What this task involves :: Where the string "labels" appears in a line of the data, show that line.

Listed entries ::

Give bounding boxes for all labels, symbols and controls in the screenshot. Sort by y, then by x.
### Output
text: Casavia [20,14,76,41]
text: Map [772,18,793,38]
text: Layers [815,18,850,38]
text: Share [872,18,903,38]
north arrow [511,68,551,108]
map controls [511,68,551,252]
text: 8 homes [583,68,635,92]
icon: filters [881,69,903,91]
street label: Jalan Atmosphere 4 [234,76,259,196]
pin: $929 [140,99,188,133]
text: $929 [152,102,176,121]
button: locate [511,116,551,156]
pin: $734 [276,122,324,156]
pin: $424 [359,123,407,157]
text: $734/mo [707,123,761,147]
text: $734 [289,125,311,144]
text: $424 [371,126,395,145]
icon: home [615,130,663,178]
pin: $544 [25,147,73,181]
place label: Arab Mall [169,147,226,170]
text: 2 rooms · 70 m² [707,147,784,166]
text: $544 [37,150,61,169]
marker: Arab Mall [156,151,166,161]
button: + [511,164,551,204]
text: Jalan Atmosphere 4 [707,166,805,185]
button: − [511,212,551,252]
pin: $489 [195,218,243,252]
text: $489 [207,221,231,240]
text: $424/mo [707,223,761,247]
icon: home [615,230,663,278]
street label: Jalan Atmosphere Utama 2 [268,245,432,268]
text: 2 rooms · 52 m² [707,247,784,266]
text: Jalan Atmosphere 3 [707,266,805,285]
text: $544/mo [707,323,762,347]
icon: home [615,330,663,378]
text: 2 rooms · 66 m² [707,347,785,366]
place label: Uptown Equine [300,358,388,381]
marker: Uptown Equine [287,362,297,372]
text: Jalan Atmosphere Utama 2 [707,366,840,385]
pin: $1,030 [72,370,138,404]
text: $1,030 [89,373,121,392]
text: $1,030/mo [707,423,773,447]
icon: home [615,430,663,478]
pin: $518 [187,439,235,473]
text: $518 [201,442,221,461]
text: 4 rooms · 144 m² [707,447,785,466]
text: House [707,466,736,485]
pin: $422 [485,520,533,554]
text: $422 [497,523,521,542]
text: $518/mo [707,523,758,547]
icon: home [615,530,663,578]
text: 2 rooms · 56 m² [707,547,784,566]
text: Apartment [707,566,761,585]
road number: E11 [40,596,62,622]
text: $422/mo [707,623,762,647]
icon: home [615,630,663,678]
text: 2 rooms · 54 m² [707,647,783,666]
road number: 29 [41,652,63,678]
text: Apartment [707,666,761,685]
--
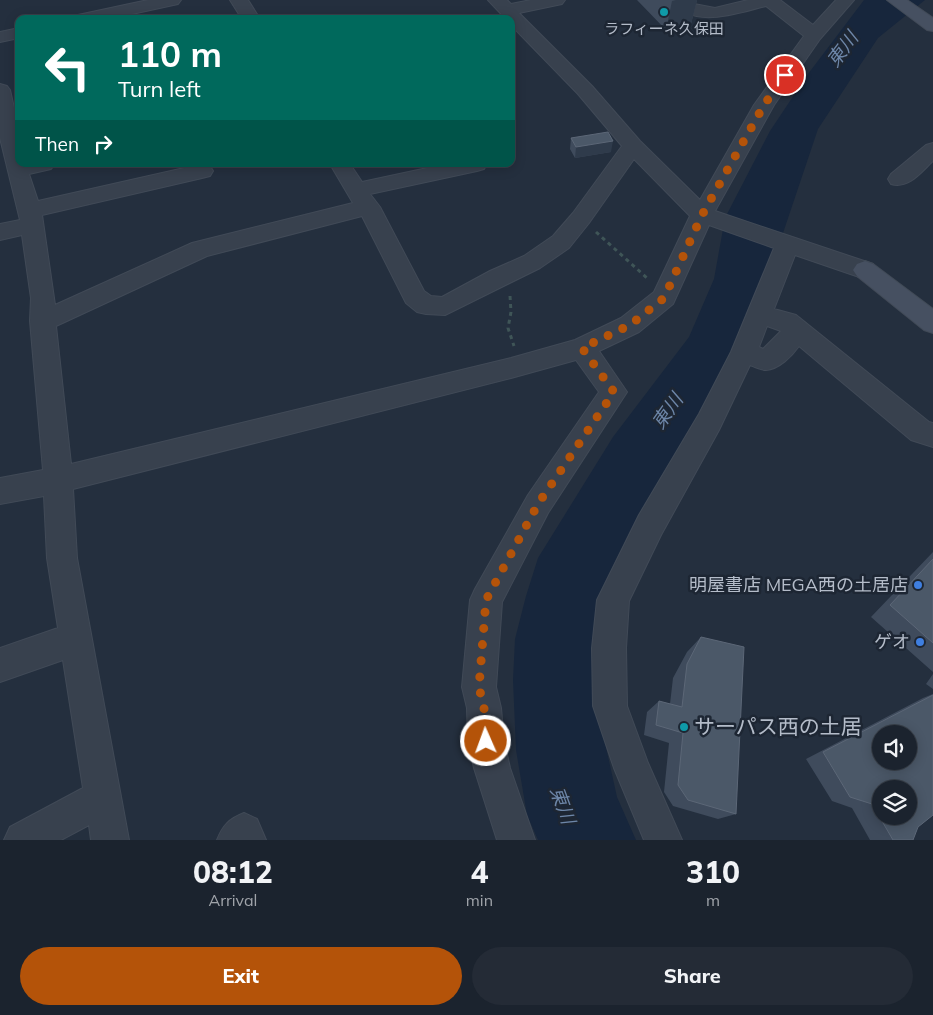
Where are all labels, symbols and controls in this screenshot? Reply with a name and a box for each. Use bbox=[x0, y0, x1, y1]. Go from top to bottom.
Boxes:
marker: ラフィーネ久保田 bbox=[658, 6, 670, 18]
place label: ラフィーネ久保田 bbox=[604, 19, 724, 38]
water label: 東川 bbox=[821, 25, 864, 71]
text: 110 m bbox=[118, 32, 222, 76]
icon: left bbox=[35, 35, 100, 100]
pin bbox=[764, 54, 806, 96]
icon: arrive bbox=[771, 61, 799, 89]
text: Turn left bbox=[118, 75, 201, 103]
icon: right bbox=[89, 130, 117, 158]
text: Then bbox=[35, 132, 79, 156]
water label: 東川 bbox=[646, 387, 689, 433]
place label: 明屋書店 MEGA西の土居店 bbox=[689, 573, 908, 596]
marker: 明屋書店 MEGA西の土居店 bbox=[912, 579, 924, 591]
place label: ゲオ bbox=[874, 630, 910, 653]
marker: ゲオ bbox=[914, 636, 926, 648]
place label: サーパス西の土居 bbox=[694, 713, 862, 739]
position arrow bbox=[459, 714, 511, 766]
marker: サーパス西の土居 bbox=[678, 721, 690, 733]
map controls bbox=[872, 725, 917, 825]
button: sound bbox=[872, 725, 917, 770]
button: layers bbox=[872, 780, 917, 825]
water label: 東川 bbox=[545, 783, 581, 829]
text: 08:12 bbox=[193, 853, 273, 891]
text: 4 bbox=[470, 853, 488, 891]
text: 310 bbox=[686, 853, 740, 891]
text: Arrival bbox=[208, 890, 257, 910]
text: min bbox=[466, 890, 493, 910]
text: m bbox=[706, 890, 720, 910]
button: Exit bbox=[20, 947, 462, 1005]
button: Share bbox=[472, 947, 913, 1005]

Answer for the task ::
Give bounding boxes for all labels, symbols and controls in the screenshot. Sort by y, then by x.
Where are all labels, symbols and controls in this screenshot? Reply with a name and a box for each. Use bbox=[x0, y0, x1, y1]. Go from top to bottom.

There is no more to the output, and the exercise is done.